# [What is needed]
Output every entry below exactly, without its pictures.

# [Data records]
┄┄┄┄┄┄┄┄┄┄

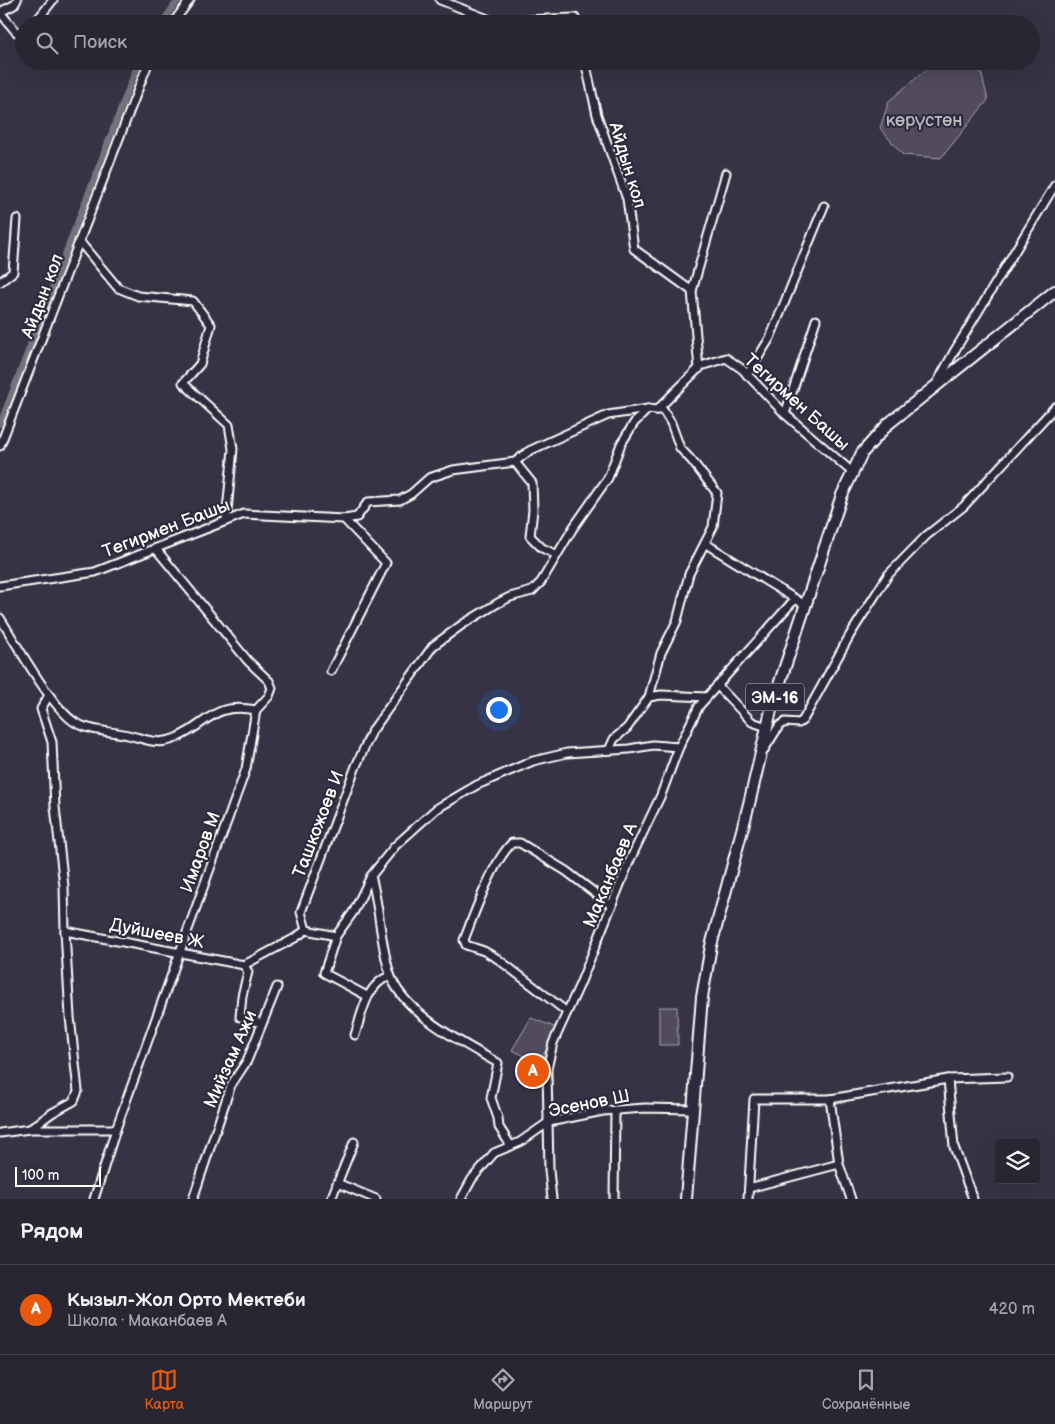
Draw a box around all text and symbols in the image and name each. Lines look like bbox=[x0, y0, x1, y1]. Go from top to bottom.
search box bbox=[15, 15, 1040, 70]
icon: search bbox=[33, 29, 61, 57]
text: Поиск bbox=[73, 31, 127, 54]
park label: көрүстөн bbox=[886, 110, 962, 131]
street label: Айдын кол bbox=[604, 119, 651, 211]
street label: Айдын кол bbox=[16, 251, 68, 342]
street label: Тегирмен Башы bbox=[740, 350, 854, 455]
street label: Тегирмен Башы bbox=[100, 495, 233, 562]
road number: ЭМ-16 bbox=[746, 684, 804, 710]
your location bbox=[486, 697, 512, 723]
street label: Ташкожоев И bbox=[288, 768, 348, 880]
street label: Имаров М bbox=[176, 809, 225, 896]
street label: Маканбаев А bbox=[579, 820, 642, 931]
street label: Дуйшеев Ж bbox=[108, 914, 206, 953]
street label: Мийзам Ажи bbox=[200, 1007, 261, 1111]
pin: A bbox=[517, 1052, 549, 1090]
street label: Эсенов Ш bbox=[547, 1085, 632, 1122]
map controls bbox=[995, 1139, 1040, 1184]
button: layers bbox=[995, 1139, 1040, 1184]
scale bar bbox=[15, 1164, 101, 1187]
text: 100 m bbox=[22, 1167, 59, 1184]
text: Рядом bbox=[20, 1219, 83, 1244]
text: Кызыл-Жол Орто Мектеби bbox=[67, 1289, 306, 1312]
text: A bbox=[31, 1300, 41, 1319]
text: 420 m bbox=[989, 1300, 1035, 1319]
text: Школа · Маканбаев А bbox=[67, 1312, 227, 1331]
tab: Карта bbox=[145, 1366, 184, 1413]
tab: Маршрут bbox=[473, 1366, 533, 1413]
tab: Сохранённые bbox=[822, 1366, 910, 1413]

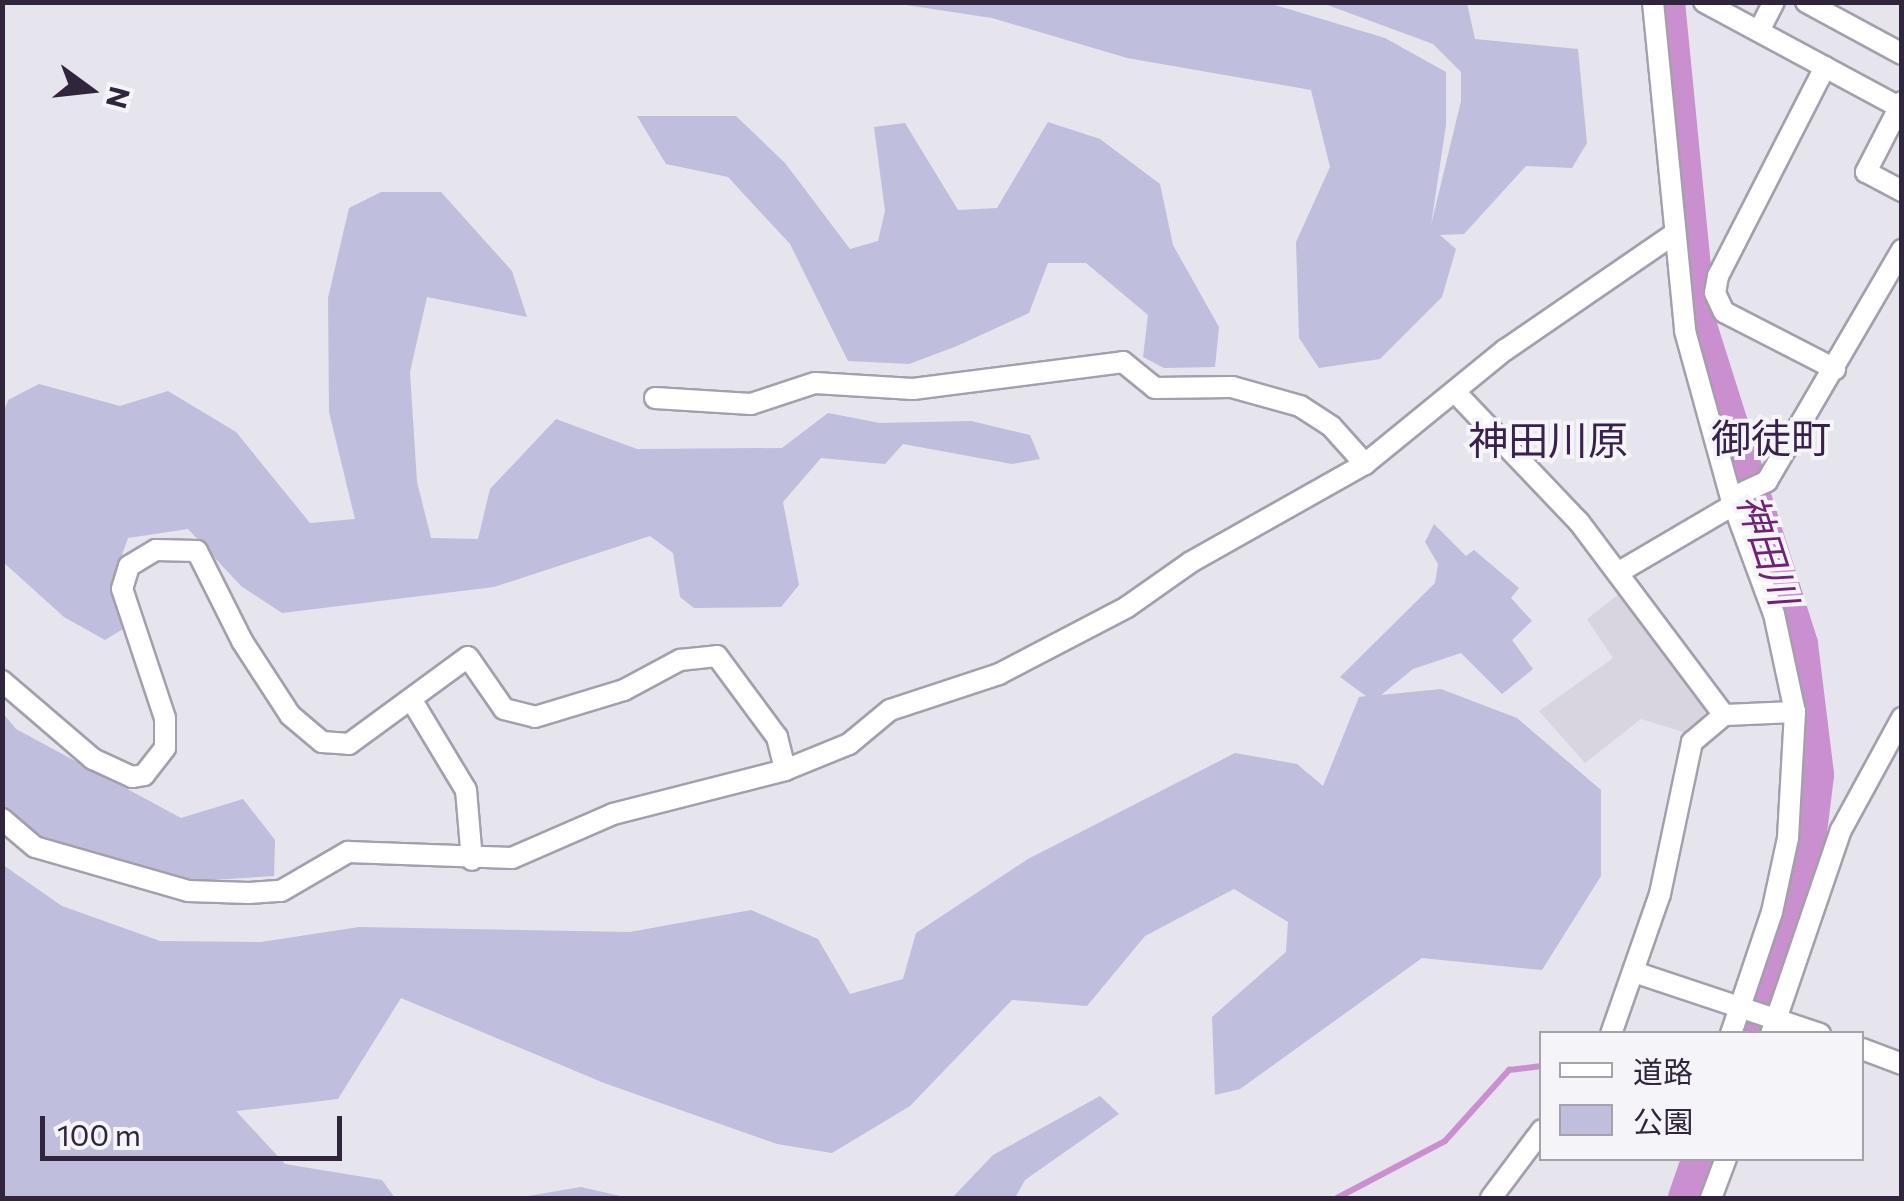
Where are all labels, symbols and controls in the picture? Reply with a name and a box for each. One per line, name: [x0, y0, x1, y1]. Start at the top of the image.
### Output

┄┄┄┄┄┄┄┄┄┄

# [Expected answer]
Draw a box around all text and symbols in the image and name each. Lines look like bbox=[x0, y0, x1, y1]. Go from top to bottom.
search box bbox=[15, 15, 1040, 70]
icon: search bbox=[33, 29, 61, 57]
text: Поиск bbox=[73, 31, 127, 54]
park label: көрүстөн bbox=[886, 110, 962, 131]
street label: Айдын кол bbox=[604, 119, 651, 211]
street label: Айдын кол bbox=[16, 251, 68, 342]
street label: Тегирмен Башы bbox=[740, 350, 854, 455]
street label: Тегирмен Башы bbox=[100, 495, 233, 562]
road number: ЭМ-16 bbox=[746, 684, 804, 710]
your location bbox=[486, 697, 512, 723]
street label: Ташкожоев И bbox=[288, 768, 348, 880]
street label: Имаров М bbox=[176, 809, 225, 896]
street label: Маканбаев А bbox=[579, 820, 642, 931]
street label: Дуйшеев Ж bbox=[108, 914, 206, 953]
street label: Мийзам Ажи bbox=[200, 1007, 261, 1111]
pin: A bbox=[517, 1052, 549, 1090]
street label: Эсенов Ш bbox=[547, 1085, 632, 1122]
map controls bbox=[995, 1139, 1040, 1184]
button: layers bbox=[995, 1139, 1040, 1184]
scale bar bbox=[15, 1164, 101, 1187]
text: 100 m bbox=[22, 1167, 59, 1184]
text: Рядом bbox=[20, 1219, 83, 1244]
text: Кызыл-Жол Орто Мектеби bbox=[67, 1289, 306, 1312]
text: A bbox=[31, 1300, 41, 1319]
text: 420 m bbox=[989, 1300, 1035, 1319]
text: Школа · Маканбаев А bbox=[67, 1312, 227, 1331]
tab: Карта bbox=[145, 1366, 184, 1413]
tab: Маршрут bbox=[473, 1366, 533, 1413]
tab: Сохранённые bbox=[822, 1366, 910, 1413]

Where are all labels, symbols and controls in the picture? Reply with a name and a box for each. One per line, name: [x0, y0, x1, y1]. Start at the top of the image.
### Output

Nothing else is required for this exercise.